Omit the pictures, but give back every entry below exactly as written.

**Dataset records**
_ _ _
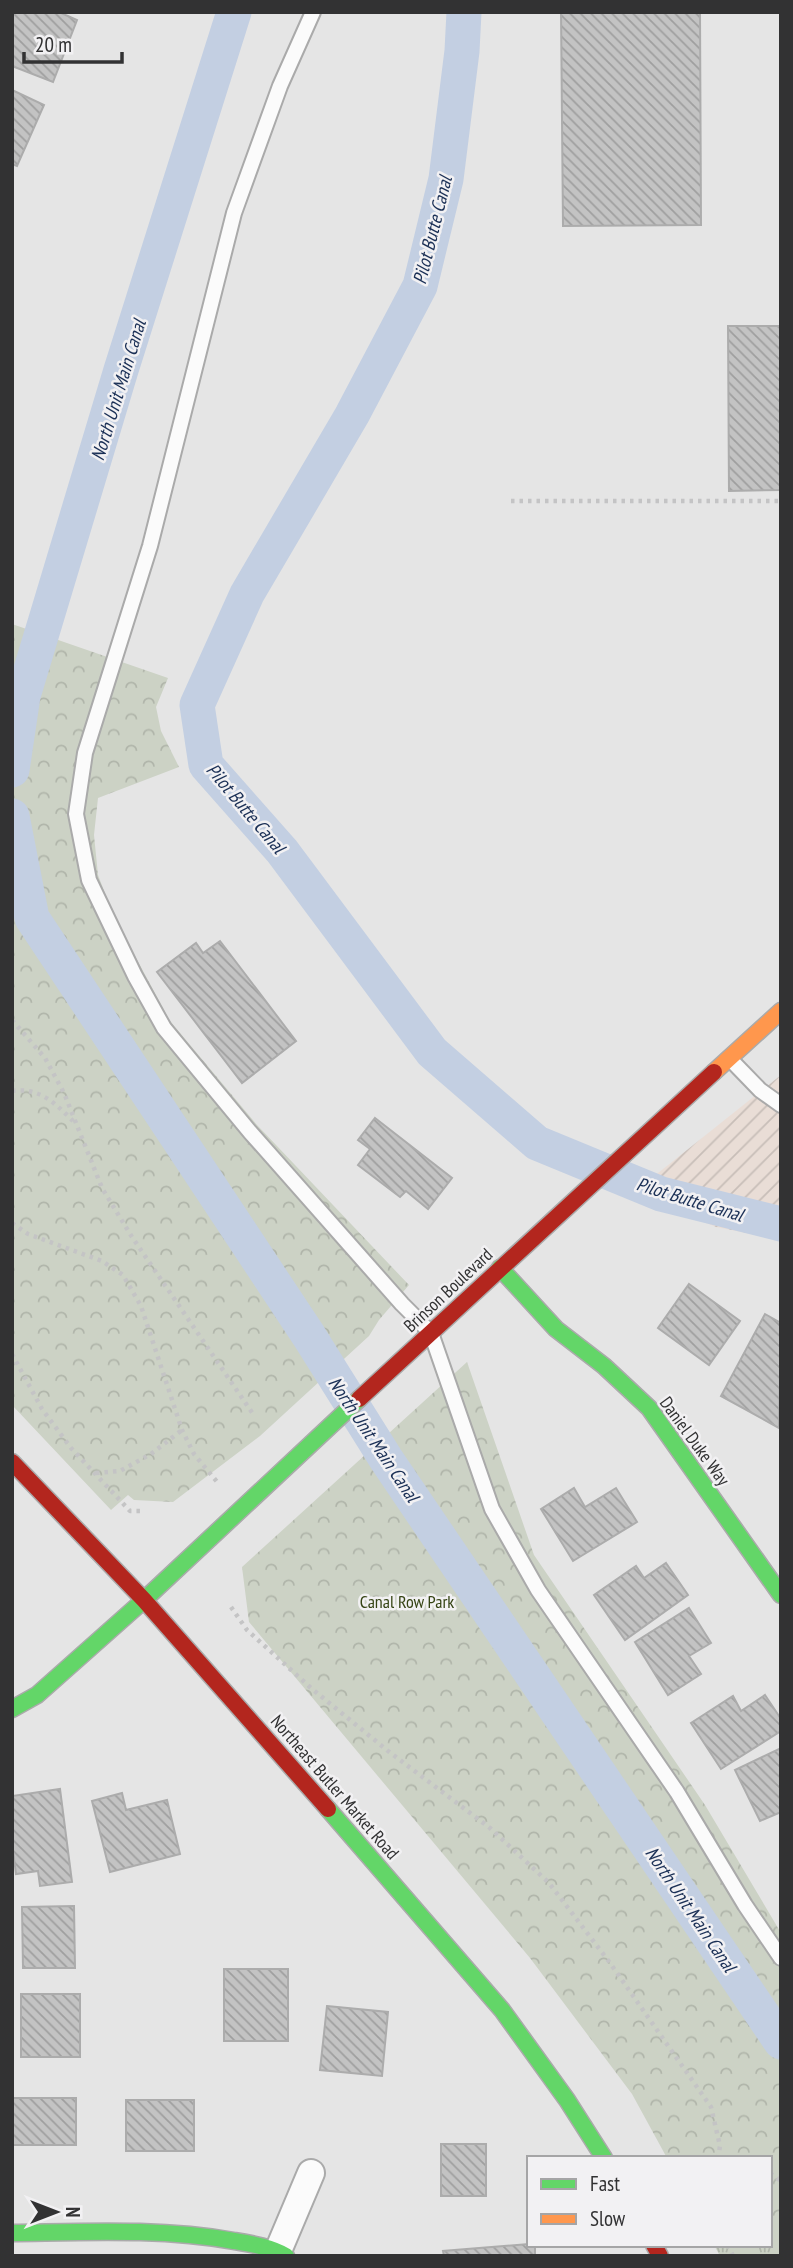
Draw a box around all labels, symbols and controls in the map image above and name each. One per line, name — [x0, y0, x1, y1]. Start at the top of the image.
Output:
scale bar — [24, 21, 122, 65]
text: 20 m — [35, 31, 72, 58]
water label: Pilot Butte Canal — [407, 172, 457, 286]
water label: North Unit Main Canal — [85, 315, 151, 463]
water label: Pilot Butte Canal — [201, 758, 292, 859]
water label: Pilot Butte Canal — [634, 1171, 748, 1227]
street label: Brinson Boulevard — [399, 1243, 497, 1337]
water label: North Unit Main Canal — [323, 1372, 426, 1508]
street label: Daniel Duke Way — [655, 1392, 735, 1490]
park label: Canal Row Park — [360, 1590, 454, 1613]
street label: Northeast Butler Market Road — [266, 1710, 404, 1864]
water label: North Unit Main Canal — [640, 1842, 743, 1978]
legend — [527, 2156, 772, 2247]
text: Fast — [590, 2170, 620, 2197]
north arrow — [21, 2177, 91, 2247]
text: Slow — [590, 2205, 626, 2232]
text: N — [61, 2207, 85, 2217]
_ _ _
**Worked solution**
Draw a box around all labels, symbols and controls in the map image above and name each. One per line, name — [x0, y0, x1, y1]. Start at the top of the image.
Output:
scale bar — [24, 21, 122, 65]
text: 20 m — [35, 31, 72, 58]
water label: Pilot Butte Canal — [407, 172, 457, 286]
water label: North Unit Main Canal — [85, 315, 151, 463]
water label: Pilot Butte Canal — [201, 758, 292, 859]
water label: Pilot Butte Canal — [634, 1171, 748, 1227]
street label: Brinson Boulevard — [399, 1243, 497, 1337]
water label: North Unit Main Canal — [323, 1372, 426, 1508]
street label: Daniel Duke Way — [655, 1392, 735, 1490]
park label: Canal Row Park — [360, 1590, 454, 1613]
street label: Northeast Butler Market Road — [266, 1710, 404, 1864]
water label: North Unit Main Canal — [640, 1842, 743, 1978]
legend — [527, 2156, 772, 2247]
text: Fast — [590, 2170, 620, 2197]
north arrow — [21, 2177, 91, 2247]
text: Slow — [590, 2205, 626, 2232]
text: N — [61, 2207, 85, 2217]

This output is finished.